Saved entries
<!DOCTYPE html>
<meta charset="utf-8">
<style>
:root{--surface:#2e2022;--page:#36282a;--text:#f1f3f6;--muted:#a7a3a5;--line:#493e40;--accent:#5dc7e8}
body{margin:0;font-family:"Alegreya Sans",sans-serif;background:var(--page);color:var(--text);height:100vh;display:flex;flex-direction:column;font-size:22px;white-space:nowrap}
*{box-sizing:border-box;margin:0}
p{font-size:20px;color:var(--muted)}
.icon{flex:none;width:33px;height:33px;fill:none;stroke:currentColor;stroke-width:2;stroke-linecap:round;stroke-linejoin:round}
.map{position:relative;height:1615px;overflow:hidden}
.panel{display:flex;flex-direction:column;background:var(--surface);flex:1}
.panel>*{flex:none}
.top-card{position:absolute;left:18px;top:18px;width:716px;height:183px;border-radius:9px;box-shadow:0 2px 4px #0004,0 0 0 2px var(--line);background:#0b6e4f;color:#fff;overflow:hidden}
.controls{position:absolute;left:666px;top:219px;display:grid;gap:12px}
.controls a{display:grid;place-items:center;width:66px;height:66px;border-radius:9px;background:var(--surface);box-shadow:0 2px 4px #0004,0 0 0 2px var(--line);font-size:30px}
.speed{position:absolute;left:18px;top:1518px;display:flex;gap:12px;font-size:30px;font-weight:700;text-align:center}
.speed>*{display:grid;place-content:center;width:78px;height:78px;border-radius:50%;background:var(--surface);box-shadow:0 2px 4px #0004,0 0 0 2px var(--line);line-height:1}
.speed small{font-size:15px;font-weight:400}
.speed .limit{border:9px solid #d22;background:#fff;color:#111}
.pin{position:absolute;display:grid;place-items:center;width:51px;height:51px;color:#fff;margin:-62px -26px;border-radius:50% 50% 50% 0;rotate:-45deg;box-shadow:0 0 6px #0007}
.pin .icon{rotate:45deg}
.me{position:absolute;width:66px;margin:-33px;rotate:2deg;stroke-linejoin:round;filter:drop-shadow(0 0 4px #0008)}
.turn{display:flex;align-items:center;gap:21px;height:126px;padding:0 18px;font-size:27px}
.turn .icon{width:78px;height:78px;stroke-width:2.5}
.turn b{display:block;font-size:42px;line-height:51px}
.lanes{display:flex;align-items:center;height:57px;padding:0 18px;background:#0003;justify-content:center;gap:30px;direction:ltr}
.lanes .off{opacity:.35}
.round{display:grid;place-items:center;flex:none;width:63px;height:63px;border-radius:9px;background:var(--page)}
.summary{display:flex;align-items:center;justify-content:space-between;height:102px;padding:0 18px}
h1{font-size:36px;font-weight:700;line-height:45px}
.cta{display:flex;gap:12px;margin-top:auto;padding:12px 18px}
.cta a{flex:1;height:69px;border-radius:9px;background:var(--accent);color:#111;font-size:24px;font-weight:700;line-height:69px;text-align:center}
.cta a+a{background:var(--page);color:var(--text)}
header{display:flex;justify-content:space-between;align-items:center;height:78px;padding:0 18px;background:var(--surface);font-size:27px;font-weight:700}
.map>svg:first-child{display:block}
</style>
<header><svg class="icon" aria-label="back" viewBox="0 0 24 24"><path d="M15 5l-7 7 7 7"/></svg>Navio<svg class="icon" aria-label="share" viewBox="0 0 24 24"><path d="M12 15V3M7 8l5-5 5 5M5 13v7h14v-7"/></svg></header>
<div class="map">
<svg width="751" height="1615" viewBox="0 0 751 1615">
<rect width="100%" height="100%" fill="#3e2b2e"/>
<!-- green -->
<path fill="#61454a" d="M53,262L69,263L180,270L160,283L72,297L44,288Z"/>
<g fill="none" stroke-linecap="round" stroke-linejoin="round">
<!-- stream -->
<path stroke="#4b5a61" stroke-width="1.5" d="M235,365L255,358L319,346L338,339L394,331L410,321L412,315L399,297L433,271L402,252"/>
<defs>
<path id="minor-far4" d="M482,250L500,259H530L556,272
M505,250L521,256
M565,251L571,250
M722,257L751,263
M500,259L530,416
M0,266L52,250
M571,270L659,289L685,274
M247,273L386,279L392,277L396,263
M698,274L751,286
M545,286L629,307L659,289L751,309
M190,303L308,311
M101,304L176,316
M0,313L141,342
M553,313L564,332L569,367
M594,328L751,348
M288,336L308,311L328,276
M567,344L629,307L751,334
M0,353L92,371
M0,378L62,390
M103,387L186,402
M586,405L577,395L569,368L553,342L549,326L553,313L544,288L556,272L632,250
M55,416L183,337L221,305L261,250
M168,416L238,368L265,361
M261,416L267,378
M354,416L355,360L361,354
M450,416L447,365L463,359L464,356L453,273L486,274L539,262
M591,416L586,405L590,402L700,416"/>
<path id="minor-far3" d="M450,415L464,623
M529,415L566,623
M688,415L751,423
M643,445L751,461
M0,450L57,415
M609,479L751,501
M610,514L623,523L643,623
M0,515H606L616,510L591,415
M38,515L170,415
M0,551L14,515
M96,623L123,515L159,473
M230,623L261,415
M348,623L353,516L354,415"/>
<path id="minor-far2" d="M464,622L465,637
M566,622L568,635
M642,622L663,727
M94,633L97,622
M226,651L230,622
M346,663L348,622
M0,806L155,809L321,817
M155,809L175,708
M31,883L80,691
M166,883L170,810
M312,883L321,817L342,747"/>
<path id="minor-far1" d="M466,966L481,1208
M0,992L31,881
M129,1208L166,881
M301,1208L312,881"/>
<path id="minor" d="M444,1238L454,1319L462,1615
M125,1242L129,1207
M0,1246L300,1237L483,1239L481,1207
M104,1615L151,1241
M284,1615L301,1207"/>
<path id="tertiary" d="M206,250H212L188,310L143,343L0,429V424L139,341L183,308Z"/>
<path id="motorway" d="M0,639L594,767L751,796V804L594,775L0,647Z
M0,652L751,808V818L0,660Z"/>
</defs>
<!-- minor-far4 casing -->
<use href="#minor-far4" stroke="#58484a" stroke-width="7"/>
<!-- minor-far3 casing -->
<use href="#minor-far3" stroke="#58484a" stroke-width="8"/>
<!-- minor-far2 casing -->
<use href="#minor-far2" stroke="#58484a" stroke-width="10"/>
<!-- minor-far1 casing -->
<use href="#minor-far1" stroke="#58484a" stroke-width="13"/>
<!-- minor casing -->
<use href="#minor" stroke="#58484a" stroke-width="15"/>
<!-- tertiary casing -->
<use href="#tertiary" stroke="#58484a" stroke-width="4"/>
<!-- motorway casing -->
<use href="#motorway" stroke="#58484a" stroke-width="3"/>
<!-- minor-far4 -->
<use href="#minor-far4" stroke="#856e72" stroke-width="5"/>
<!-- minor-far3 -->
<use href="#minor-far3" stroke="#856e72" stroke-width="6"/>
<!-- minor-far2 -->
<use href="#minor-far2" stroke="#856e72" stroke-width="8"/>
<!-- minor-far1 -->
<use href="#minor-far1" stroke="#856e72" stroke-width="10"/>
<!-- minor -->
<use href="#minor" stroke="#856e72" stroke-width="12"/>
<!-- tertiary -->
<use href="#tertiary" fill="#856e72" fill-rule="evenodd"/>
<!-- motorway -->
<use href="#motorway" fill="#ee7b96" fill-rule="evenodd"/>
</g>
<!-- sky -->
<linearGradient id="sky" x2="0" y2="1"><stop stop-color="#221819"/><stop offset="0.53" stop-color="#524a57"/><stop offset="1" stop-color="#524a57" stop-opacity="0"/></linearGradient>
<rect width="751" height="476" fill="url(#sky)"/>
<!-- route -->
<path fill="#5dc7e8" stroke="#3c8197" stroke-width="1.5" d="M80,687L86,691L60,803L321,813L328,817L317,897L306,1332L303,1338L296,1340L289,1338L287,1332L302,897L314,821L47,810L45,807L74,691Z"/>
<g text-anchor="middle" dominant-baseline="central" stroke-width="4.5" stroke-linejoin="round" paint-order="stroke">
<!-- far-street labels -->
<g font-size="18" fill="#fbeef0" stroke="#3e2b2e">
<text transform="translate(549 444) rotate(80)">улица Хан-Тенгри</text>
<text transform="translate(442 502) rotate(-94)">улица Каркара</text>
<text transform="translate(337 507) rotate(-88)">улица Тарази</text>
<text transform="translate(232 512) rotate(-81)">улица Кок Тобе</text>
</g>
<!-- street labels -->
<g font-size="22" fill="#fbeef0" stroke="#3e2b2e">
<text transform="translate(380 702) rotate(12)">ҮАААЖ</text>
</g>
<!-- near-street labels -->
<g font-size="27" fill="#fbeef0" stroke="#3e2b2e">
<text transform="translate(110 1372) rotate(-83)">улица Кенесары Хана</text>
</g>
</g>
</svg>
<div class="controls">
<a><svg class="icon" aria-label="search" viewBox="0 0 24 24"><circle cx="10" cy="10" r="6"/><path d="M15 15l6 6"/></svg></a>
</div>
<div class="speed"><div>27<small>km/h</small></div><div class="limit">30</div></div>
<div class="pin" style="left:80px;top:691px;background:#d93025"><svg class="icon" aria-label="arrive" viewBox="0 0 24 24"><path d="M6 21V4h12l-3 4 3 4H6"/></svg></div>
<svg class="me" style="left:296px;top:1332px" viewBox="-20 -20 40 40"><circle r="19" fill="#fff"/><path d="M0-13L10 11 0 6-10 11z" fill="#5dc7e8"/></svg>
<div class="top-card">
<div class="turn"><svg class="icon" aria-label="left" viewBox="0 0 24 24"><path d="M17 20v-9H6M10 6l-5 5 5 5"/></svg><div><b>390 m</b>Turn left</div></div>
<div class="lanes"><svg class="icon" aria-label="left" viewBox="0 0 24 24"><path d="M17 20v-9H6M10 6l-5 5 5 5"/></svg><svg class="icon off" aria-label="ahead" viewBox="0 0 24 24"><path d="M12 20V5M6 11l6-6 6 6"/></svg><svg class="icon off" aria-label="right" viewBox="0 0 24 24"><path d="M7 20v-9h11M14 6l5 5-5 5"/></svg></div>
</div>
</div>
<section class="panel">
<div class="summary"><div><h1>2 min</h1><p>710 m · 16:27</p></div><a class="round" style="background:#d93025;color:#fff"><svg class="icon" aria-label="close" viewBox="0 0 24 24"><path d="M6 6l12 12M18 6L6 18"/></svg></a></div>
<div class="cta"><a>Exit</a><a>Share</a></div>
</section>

Task details: A complete answer lists each line of the data that holds the word "column".

Expected answer:
body{margin:0;font-family:"Alegreya Sans",sans-serif;background:var(--page);color:var(--text);height:100vh;display:flex;flex-direction:column;font-size:22px;white-space:nowrap}
.panel{display:flex;flex-direction:column;background:var(--surface);flex:1}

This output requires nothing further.